START Data in this exercise

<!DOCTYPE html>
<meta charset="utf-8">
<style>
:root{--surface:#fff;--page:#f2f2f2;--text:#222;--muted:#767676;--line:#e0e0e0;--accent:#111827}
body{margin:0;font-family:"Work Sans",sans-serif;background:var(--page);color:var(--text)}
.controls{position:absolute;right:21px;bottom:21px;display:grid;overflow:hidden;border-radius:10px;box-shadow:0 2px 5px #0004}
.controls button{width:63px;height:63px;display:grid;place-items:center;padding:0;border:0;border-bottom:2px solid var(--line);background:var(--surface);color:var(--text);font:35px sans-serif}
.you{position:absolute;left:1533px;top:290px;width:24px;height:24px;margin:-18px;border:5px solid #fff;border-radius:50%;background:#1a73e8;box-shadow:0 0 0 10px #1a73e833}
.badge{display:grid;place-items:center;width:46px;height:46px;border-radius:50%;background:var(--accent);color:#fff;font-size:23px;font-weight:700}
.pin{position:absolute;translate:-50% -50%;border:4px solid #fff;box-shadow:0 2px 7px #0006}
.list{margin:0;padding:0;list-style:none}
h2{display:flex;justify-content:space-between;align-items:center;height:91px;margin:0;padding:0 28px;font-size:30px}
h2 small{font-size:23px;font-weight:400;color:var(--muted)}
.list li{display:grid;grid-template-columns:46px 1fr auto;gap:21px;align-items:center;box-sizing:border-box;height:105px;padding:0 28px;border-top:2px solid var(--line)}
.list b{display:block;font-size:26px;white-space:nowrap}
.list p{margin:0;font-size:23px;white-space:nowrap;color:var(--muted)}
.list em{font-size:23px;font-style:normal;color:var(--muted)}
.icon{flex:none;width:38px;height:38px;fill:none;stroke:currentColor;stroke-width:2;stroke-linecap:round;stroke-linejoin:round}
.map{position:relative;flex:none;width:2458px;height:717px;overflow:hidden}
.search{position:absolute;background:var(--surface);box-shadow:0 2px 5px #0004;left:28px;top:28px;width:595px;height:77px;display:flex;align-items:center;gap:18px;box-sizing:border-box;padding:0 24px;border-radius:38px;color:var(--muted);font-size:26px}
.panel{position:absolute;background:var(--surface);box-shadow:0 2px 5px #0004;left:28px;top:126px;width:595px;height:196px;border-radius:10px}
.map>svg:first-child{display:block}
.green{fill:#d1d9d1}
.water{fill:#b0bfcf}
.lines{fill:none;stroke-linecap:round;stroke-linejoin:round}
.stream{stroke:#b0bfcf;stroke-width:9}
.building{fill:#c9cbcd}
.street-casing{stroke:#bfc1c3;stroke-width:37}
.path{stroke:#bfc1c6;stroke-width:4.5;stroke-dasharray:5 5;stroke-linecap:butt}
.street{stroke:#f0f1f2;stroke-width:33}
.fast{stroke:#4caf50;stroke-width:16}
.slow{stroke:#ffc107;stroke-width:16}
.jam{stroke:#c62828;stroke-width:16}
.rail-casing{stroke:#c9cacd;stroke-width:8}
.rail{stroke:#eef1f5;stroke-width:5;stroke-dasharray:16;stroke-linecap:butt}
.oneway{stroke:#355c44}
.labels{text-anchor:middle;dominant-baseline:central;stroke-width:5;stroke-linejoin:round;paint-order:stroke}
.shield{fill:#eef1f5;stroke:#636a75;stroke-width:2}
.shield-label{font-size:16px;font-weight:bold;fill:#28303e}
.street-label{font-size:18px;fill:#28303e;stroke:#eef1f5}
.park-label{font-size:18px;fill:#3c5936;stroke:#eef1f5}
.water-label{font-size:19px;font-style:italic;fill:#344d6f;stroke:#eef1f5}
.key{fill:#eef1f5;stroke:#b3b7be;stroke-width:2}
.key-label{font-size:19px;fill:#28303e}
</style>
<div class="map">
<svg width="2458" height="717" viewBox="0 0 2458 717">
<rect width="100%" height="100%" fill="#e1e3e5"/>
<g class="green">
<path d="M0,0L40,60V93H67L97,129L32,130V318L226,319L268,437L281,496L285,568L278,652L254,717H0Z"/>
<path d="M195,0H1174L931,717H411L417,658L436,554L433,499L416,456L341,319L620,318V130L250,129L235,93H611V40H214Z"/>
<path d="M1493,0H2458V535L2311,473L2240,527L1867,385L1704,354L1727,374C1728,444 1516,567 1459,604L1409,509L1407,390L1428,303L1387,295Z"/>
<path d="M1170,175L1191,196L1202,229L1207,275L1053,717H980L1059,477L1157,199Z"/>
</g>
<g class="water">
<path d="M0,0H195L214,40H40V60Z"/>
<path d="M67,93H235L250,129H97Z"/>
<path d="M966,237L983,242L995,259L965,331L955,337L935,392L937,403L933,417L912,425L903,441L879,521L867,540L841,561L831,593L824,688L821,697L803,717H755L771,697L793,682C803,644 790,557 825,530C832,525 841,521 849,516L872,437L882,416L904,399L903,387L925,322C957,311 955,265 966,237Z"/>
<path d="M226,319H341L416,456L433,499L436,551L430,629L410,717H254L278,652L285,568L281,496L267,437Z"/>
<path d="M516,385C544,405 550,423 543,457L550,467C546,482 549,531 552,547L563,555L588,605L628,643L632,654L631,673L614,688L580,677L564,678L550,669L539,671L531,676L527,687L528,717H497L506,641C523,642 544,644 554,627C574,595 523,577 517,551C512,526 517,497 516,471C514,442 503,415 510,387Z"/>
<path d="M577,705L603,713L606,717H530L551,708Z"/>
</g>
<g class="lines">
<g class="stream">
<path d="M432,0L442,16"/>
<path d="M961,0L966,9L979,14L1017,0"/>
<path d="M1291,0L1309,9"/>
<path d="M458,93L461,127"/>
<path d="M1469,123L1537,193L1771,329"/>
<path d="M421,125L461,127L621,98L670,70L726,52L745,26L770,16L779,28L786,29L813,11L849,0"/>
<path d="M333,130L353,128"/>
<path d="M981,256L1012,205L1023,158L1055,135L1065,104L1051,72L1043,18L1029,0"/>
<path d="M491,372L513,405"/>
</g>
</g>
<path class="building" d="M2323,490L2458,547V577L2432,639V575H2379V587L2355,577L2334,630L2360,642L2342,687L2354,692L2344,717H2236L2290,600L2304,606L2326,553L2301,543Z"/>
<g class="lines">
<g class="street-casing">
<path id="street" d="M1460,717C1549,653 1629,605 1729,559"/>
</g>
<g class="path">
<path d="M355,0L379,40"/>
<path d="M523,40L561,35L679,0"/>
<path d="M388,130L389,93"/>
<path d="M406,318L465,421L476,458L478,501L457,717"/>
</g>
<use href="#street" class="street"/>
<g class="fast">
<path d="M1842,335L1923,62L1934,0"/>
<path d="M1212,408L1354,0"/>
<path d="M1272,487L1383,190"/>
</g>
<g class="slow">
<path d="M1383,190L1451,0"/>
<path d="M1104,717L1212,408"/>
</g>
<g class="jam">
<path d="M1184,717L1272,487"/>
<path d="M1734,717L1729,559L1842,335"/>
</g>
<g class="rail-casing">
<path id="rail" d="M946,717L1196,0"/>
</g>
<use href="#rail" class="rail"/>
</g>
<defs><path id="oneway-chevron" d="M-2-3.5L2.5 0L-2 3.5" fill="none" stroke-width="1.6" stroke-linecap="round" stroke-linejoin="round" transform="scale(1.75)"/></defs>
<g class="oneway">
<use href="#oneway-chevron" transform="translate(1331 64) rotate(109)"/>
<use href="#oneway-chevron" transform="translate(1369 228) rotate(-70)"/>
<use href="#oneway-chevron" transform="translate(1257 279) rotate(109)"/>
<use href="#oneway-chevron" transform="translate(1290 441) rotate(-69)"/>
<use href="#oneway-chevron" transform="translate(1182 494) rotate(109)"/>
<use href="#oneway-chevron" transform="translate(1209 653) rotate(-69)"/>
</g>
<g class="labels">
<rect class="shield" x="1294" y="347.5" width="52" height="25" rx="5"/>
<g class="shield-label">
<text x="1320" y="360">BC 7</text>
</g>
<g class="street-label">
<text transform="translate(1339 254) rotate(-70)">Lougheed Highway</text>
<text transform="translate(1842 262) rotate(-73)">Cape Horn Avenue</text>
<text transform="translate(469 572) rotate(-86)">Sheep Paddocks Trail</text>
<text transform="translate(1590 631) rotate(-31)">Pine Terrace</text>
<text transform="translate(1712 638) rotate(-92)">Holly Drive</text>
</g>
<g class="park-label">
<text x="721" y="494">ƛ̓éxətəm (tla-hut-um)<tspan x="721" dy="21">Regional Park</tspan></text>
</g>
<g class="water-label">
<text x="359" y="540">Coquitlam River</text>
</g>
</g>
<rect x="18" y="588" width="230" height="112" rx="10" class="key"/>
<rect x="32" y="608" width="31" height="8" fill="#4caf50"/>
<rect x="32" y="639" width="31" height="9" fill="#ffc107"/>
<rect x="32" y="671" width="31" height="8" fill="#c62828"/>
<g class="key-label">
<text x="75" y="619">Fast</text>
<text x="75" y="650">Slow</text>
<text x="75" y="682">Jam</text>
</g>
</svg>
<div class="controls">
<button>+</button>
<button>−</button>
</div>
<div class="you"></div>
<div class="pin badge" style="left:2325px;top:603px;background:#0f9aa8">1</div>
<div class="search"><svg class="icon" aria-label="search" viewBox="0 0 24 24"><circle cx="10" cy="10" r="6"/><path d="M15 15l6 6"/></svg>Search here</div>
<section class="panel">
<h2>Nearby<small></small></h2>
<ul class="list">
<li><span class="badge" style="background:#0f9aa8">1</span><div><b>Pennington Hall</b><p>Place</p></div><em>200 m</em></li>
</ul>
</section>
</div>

END Data in this exercise

• _What the task asks_:
Among the entries above, how many lines hold the word "white"? Reply with only that number.

• _Answer space_:
2